The next day, another threat. "Tell Cheryl she can watch the slide show of Hector being shot and dragged." The phone calls continued into the next weekend, with more threats. This time, they came from someone Cheryl knew, an ex-employee named Thomas, who used to work for Stained Glass Chapel, and also worked for Cheryl for one day. She hadn't heard from him for a while. Last time was months ago, when he called and harassed her from his jail cell in Elizabethton, Tennessee, where he was being held for theft charges. Now he's back.

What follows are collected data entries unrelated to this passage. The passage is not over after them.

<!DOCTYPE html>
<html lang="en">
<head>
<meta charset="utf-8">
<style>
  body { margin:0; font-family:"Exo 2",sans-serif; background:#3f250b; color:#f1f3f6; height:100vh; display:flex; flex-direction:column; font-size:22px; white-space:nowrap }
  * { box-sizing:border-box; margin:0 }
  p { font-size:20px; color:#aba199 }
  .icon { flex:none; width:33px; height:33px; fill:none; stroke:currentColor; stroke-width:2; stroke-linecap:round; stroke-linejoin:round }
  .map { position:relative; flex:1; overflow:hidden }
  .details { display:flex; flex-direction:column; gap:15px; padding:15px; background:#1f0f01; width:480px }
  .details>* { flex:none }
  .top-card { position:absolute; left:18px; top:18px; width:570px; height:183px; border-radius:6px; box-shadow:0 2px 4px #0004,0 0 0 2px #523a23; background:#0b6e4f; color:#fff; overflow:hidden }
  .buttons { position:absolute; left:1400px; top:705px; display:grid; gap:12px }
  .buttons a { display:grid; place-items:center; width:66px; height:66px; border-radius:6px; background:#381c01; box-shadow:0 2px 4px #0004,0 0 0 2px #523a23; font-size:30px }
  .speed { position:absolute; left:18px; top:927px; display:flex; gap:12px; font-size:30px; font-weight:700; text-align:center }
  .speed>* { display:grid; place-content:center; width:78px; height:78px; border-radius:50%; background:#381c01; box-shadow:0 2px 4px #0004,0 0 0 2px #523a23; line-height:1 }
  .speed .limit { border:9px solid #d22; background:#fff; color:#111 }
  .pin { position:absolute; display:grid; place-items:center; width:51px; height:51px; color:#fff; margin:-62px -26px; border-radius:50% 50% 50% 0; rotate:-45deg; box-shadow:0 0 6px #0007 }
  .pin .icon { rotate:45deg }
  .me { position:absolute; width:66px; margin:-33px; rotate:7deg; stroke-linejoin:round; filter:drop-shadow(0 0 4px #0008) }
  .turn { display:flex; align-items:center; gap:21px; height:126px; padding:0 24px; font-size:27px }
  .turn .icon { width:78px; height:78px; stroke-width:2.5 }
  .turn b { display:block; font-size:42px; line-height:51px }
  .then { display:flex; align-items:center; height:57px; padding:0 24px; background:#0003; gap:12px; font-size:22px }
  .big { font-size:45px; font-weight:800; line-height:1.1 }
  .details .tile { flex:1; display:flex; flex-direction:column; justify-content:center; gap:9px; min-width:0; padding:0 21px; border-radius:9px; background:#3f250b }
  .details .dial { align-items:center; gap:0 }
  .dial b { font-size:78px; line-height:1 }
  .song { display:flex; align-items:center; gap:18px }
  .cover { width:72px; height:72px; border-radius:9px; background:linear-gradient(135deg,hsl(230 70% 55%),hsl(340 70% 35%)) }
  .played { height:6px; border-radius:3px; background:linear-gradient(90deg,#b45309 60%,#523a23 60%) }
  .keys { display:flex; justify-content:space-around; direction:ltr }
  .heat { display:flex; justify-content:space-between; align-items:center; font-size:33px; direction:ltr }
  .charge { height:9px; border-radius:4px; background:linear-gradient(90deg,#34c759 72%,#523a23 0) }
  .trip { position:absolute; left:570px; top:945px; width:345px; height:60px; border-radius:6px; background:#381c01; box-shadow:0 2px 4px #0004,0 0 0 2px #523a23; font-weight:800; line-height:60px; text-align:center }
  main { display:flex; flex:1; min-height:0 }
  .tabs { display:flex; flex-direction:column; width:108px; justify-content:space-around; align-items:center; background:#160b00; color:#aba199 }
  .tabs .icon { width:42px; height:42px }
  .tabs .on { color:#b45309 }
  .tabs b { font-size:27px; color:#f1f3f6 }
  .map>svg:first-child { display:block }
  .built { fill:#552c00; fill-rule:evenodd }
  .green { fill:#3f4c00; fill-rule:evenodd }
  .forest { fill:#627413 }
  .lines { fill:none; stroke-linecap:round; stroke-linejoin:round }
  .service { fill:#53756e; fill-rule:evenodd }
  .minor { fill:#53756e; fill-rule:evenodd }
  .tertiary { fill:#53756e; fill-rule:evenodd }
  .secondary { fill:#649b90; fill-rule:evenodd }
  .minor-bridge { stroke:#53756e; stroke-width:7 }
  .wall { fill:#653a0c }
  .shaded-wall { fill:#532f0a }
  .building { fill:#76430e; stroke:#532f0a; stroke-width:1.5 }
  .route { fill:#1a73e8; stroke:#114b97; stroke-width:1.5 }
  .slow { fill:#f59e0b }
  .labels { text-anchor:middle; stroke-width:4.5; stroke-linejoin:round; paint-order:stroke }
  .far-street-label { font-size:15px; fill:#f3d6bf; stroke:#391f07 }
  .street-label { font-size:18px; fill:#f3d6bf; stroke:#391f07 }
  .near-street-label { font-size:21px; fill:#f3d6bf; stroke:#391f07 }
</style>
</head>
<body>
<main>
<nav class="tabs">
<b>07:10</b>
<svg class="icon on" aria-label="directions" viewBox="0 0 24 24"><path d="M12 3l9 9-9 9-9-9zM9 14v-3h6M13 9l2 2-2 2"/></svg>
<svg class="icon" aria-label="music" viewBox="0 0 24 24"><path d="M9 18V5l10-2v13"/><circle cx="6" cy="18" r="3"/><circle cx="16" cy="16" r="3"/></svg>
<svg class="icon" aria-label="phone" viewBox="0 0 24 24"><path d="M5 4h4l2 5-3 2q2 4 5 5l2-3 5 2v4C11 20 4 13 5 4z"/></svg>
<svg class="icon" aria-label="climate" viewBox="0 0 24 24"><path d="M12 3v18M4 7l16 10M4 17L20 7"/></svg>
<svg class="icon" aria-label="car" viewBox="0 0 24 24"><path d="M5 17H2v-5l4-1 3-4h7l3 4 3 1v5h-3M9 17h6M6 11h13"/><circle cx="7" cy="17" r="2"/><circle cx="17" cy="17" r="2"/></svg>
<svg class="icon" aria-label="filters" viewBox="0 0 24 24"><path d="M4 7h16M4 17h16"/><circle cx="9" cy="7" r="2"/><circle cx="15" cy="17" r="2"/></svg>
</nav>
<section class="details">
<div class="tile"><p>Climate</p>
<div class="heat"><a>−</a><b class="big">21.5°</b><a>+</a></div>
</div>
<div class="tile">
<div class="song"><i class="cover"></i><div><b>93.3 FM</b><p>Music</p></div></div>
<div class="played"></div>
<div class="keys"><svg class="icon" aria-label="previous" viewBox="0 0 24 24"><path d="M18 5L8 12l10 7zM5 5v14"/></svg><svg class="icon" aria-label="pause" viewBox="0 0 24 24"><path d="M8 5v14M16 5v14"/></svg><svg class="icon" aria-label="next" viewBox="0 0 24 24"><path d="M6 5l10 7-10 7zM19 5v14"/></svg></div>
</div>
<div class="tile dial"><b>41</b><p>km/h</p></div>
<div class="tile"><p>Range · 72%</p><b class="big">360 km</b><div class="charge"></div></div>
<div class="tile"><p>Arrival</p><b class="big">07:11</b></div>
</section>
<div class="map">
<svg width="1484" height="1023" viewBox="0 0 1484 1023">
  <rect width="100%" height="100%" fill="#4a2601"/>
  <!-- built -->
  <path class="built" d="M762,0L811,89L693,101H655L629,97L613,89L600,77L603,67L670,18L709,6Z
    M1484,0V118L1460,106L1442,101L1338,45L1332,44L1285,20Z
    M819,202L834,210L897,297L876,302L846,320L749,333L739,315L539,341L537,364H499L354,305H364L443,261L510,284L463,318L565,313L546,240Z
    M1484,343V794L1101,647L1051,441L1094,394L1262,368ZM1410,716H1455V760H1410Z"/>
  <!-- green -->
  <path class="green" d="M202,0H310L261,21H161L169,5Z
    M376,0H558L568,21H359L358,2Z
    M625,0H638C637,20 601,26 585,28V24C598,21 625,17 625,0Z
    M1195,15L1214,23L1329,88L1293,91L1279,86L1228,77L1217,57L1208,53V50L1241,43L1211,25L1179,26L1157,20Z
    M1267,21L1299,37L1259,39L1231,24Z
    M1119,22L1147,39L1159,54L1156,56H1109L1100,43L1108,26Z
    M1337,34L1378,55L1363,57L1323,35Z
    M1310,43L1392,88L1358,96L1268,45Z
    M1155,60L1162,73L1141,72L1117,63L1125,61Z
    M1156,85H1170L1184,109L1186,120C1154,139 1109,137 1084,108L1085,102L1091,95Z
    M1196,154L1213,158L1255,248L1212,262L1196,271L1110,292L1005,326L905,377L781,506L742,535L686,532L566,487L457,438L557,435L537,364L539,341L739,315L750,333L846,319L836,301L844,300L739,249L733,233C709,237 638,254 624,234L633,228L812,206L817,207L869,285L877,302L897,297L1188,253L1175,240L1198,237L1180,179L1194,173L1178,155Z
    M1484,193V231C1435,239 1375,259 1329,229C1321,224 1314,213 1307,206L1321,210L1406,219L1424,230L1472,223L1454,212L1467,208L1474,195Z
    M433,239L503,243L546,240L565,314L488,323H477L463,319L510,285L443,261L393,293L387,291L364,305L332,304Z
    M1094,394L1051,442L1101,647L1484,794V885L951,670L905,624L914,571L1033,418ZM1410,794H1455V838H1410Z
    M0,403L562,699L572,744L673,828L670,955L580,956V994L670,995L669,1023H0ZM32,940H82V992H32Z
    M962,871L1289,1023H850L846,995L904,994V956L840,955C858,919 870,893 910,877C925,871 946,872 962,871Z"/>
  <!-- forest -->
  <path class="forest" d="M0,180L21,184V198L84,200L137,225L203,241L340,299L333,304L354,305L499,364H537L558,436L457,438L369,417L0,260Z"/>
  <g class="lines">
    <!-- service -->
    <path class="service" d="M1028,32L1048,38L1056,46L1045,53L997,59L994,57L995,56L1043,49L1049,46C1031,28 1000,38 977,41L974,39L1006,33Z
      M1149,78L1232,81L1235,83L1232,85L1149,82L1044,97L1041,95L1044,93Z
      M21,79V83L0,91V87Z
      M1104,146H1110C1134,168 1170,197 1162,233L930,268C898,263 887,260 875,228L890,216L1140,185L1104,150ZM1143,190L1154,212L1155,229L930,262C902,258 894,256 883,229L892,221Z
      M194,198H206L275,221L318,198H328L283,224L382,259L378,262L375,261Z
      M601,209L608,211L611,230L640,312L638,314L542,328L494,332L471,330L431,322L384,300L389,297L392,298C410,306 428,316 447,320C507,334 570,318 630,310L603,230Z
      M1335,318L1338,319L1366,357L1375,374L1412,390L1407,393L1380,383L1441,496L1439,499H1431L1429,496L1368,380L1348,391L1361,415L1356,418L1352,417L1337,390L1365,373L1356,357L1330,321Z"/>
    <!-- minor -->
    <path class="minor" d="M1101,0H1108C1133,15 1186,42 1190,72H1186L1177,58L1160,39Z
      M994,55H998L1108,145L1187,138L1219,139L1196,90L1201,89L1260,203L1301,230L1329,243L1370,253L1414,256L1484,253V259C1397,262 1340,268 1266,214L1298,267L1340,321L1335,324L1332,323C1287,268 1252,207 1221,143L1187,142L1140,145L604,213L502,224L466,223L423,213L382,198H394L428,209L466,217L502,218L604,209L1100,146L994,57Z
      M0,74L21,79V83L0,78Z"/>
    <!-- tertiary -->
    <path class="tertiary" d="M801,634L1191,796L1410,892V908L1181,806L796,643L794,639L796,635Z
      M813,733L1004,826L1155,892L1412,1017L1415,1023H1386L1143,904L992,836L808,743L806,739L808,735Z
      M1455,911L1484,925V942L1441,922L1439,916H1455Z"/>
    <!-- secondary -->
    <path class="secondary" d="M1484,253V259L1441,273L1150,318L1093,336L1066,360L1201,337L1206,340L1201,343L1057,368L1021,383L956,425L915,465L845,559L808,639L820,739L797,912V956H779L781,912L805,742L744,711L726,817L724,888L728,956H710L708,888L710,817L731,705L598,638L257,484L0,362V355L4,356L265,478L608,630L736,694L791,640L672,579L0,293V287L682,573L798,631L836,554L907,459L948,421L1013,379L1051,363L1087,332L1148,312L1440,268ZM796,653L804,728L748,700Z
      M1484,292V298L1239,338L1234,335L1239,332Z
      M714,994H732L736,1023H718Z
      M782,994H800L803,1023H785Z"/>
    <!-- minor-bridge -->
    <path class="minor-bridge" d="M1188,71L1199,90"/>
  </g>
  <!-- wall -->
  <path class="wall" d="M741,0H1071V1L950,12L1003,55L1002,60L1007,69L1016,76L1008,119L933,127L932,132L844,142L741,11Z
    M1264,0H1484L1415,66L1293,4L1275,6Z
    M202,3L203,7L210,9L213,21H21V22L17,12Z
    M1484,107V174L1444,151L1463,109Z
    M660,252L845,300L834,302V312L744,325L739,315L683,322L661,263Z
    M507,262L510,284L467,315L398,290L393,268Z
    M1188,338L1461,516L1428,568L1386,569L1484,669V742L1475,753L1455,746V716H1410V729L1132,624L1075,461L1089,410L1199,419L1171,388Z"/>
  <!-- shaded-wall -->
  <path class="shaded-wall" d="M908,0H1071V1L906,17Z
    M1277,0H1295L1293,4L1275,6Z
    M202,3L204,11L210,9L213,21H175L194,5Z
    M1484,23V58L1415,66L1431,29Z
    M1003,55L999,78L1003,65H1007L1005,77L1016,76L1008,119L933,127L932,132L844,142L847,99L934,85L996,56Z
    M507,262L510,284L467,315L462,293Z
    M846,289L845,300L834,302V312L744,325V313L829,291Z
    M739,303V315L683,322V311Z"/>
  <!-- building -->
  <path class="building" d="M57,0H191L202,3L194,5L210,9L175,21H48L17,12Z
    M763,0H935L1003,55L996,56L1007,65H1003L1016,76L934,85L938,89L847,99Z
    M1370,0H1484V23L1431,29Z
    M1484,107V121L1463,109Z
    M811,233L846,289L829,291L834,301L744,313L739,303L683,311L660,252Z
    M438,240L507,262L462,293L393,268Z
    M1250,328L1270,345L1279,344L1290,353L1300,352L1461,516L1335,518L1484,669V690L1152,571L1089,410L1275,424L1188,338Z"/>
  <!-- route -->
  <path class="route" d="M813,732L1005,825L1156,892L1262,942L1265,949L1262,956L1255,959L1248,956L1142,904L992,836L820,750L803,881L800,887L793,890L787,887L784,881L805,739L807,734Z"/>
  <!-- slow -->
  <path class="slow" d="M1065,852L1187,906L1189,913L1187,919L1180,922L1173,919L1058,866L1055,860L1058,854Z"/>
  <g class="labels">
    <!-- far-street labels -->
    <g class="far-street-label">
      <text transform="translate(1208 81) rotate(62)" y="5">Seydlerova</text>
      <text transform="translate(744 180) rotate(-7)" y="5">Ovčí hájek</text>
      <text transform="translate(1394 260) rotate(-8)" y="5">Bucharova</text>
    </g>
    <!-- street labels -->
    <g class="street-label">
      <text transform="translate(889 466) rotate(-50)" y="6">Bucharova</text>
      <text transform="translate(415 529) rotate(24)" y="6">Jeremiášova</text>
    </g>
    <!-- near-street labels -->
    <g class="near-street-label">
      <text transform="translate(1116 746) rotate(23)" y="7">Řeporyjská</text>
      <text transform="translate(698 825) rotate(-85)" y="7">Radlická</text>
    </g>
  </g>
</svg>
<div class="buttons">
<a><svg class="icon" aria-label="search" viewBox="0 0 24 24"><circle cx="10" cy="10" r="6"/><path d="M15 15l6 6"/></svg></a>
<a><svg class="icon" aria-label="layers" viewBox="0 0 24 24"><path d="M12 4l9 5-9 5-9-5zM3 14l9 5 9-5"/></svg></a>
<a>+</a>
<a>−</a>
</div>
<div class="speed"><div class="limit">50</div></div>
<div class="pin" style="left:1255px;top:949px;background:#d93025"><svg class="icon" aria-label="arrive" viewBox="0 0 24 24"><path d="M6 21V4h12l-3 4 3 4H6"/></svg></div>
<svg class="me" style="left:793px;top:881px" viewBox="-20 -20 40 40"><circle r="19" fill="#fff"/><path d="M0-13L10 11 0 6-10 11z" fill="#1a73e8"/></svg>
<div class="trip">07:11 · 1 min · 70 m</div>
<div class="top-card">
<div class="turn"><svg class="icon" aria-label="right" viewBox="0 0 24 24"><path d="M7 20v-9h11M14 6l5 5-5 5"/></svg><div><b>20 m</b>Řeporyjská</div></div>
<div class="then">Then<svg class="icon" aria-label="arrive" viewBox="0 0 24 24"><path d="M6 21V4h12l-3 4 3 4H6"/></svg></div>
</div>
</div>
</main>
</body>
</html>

"You know what? I'm going to climb up on your roof and I'm going to put a bomb up there. You're going to be f--ked up." Then, another call from the same guy. "I'm going to follow you home when you don't know that I'm behind you. I'm going to slice your throat, I'm going to slice your family's throat," Luell recounts. "I said, 'Dude, you know what, dude? Do what you want to do, man.' He said, 'When you least expect it, I'm going to catch you, bitch.'"


According to a rep at the Elizabethton jail, a warrant has been issued for Thomas' arrest, on charges that they "think" are theft. Charges that aren't serious enough for an extradition from Las Vegas. They say they won't pick him up west of the Mississippi. Locally, Luell and Ludwig say the cops haven't shown much interest in any of the threats. Metro's public information office didn't know whether or not the chapel task force created last year even existed anymore, and other Metro departments didn't return calls to the Weekly.


To throw more rice on the bridal-brigade war, we've learned that Stained Glass Chapel has been operating without a wedding chapel license. The chapel, doing business as "Las Vegas Info," has licenses for party planning, handbilling and as a travel and ticket agency, but not for the whole marrying business. Sources say it's because they claim to operate as a church, not a chapel, and consider themselves exempt from the license. Klute did not return phone calls seeking comment. The city cited the chapel March 3.


"We will monitor it and certainly hold them to their responsibility of maintaining a license," says Jim DiFiore, the city's business services manager. Looks like we're in for another long, heated summer.